### Assigned task
The stretch from the line with "position:absolute; display:grid; place-items:center;" through the line with "font-size:52px; font-weight:800; line-height:1.1" in the records below: write it out exactly, and nothing else.

### Material for the task
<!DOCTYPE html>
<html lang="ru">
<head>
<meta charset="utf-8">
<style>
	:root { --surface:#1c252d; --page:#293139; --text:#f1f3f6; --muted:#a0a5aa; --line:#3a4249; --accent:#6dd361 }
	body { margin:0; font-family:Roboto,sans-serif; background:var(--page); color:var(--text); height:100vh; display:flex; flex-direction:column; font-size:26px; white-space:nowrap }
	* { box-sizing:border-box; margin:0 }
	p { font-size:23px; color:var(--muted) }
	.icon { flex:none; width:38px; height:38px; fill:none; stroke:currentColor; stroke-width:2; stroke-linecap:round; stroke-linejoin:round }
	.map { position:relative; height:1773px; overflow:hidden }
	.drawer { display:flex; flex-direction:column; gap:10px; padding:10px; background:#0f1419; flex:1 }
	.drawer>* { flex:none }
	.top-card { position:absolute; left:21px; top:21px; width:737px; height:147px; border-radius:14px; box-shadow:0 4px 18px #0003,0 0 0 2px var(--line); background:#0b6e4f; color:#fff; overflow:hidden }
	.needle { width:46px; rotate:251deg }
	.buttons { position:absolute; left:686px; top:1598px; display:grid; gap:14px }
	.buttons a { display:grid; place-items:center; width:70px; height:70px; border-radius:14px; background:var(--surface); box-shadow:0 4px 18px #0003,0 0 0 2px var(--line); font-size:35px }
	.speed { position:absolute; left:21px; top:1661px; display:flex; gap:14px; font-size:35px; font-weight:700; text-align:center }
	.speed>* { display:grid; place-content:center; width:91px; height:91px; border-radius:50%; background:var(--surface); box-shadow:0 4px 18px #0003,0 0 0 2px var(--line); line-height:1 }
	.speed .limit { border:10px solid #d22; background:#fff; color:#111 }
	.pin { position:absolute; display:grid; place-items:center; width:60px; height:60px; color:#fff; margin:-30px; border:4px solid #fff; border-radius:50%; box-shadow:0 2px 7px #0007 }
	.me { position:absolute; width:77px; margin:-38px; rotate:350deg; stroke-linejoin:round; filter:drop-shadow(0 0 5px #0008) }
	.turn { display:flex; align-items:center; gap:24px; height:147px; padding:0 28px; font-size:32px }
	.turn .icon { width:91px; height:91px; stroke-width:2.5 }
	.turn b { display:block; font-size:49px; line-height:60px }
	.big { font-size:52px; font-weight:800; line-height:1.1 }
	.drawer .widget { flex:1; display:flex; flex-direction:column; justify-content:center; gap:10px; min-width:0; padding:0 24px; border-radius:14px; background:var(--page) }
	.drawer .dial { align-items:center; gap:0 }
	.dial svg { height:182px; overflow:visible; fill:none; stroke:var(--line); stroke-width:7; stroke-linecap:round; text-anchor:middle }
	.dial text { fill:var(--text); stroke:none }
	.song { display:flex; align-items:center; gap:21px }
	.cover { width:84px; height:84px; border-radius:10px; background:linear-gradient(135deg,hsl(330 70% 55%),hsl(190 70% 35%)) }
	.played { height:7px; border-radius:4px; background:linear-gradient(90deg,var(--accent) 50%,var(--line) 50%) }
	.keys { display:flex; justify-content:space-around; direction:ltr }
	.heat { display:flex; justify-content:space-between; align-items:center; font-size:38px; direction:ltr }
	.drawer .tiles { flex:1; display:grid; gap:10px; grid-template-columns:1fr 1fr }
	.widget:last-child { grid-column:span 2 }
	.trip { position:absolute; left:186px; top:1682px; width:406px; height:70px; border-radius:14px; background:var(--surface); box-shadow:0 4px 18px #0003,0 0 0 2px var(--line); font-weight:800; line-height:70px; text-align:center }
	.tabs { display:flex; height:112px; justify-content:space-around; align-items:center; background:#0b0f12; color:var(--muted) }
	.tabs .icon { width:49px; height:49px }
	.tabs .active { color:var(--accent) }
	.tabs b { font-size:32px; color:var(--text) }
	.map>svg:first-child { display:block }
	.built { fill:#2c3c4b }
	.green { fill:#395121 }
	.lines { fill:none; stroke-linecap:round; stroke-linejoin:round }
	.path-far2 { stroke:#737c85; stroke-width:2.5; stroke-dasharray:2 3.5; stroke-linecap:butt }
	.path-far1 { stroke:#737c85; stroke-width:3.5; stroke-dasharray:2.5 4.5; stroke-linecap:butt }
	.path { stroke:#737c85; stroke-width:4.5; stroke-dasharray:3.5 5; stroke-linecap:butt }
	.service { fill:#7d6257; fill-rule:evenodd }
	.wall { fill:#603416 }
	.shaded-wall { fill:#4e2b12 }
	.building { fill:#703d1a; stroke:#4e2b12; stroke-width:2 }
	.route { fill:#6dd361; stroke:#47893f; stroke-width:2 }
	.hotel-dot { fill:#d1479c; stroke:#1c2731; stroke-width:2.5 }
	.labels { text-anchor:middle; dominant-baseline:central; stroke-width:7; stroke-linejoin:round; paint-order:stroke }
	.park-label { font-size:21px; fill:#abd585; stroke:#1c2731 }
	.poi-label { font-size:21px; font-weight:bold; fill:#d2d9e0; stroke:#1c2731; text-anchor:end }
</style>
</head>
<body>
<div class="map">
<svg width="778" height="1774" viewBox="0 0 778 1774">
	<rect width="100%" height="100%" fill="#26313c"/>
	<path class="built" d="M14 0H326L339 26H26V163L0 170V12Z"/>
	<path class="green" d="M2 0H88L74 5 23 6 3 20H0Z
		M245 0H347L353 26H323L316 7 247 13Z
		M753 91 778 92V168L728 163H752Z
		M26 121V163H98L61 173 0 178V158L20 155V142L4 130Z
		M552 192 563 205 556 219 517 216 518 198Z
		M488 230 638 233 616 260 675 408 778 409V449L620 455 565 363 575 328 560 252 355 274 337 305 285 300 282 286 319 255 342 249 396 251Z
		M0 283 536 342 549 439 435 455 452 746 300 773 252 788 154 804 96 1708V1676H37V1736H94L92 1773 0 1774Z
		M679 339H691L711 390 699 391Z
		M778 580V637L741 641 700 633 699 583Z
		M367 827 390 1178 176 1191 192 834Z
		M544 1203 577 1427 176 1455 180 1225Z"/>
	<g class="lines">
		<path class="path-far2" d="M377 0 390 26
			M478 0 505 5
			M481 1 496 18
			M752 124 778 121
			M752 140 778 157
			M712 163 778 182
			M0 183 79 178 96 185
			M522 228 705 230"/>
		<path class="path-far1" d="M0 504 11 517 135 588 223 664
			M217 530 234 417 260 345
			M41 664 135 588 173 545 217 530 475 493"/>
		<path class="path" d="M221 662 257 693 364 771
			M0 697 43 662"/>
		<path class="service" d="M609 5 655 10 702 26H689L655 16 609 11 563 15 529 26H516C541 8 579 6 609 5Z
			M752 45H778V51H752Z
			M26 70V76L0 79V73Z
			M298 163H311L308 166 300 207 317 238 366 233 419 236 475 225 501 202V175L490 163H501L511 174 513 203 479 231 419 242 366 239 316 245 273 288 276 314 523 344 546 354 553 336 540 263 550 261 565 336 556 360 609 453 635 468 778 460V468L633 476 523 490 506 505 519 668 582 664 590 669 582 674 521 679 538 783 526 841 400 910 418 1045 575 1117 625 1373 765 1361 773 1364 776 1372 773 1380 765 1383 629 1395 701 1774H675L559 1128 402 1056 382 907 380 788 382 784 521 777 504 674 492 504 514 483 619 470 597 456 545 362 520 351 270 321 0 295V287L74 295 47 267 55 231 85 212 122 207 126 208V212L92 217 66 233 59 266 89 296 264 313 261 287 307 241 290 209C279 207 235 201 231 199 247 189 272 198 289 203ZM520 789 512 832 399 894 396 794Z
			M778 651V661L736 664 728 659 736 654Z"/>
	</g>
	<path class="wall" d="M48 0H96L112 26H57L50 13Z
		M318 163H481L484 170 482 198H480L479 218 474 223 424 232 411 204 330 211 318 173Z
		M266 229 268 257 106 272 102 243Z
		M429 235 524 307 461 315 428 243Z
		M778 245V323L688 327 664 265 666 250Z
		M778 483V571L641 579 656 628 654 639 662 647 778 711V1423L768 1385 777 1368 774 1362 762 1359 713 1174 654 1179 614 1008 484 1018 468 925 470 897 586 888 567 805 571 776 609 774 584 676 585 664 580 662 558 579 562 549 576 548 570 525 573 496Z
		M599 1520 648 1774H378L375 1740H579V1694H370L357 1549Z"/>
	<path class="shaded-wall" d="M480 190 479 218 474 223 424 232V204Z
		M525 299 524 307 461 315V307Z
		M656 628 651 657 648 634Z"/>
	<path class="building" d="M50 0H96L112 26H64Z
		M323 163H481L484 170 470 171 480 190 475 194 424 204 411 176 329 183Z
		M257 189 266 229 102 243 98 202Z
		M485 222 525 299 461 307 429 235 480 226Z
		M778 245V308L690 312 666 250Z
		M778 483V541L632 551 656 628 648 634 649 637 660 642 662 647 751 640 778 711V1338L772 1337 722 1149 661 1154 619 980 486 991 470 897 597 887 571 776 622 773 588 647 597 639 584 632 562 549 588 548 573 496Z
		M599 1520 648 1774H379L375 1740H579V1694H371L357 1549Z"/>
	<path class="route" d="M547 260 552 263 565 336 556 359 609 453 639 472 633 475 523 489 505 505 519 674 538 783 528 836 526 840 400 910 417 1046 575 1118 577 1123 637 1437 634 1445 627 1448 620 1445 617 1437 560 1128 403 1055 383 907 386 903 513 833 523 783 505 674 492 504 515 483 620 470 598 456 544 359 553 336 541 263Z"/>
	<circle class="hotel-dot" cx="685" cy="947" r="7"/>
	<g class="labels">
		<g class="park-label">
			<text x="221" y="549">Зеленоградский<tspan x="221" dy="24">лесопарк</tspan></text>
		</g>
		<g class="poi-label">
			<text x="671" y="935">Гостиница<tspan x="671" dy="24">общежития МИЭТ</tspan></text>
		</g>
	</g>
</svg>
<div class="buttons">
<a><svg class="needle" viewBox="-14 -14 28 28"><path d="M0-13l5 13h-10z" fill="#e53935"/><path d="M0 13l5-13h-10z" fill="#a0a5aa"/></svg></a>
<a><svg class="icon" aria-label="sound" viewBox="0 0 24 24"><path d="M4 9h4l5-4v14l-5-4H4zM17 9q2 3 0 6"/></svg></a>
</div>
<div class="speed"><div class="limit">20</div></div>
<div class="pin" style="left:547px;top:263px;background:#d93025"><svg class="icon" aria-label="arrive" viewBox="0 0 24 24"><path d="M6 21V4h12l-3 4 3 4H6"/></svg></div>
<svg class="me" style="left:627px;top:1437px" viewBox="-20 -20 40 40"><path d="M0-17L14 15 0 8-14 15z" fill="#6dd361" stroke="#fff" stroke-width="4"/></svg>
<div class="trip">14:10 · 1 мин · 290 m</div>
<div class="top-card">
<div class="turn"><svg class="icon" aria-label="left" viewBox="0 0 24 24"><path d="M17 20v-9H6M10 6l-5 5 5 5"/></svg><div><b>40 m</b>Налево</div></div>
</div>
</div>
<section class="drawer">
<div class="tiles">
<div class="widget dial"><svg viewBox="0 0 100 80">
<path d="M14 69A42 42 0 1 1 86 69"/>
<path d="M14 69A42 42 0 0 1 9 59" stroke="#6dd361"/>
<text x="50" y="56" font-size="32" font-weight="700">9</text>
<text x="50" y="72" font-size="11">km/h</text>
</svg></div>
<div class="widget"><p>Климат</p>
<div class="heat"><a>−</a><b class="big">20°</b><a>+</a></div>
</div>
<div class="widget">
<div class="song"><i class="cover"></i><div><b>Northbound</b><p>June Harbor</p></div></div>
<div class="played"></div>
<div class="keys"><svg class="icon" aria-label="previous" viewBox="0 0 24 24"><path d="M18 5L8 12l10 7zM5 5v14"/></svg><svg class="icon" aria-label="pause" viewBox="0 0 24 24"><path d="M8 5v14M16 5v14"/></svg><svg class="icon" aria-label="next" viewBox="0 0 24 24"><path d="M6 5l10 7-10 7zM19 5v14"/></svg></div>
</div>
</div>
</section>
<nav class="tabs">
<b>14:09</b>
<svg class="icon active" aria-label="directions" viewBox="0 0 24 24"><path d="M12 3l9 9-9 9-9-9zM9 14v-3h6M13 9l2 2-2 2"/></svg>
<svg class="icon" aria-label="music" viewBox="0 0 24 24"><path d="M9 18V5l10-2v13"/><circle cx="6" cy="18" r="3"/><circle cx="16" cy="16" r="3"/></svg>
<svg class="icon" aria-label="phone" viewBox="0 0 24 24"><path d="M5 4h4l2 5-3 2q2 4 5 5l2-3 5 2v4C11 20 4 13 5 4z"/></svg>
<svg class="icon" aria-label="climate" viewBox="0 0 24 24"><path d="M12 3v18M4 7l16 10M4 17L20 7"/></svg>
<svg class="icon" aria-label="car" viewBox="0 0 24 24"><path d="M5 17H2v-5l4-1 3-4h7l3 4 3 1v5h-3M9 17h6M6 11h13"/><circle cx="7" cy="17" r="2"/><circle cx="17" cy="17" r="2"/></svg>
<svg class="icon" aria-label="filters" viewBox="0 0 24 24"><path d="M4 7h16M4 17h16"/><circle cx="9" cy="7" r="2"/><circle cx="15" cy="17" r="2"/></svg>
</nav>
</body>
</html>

### Task answer
	.pin { position:absolute; display:grid; place-items:center; width:60px; height:60px; color:#fff; margin:-30px; border:4px solid #fff; border-radius:50%; box-shadow:0 2px 7px #0007 }
	.me { position:absolute; width:77px; margin:-38px; rotate:350deg; stroke-linejoin:round; filter:drop-shadow(0 0 5px #0008) }
	.turn { display:flex; align-items:center; gap:24px; height:147px; padding:0 28px; font-size:32px }
	.turn .icon { width:91px; height:91px; stroke-width:2.5 }
	.turn b { display:block; font-size:49px; line-height:60px }
	.big { font-size:52px; font-weight:800; line-height:1.1 }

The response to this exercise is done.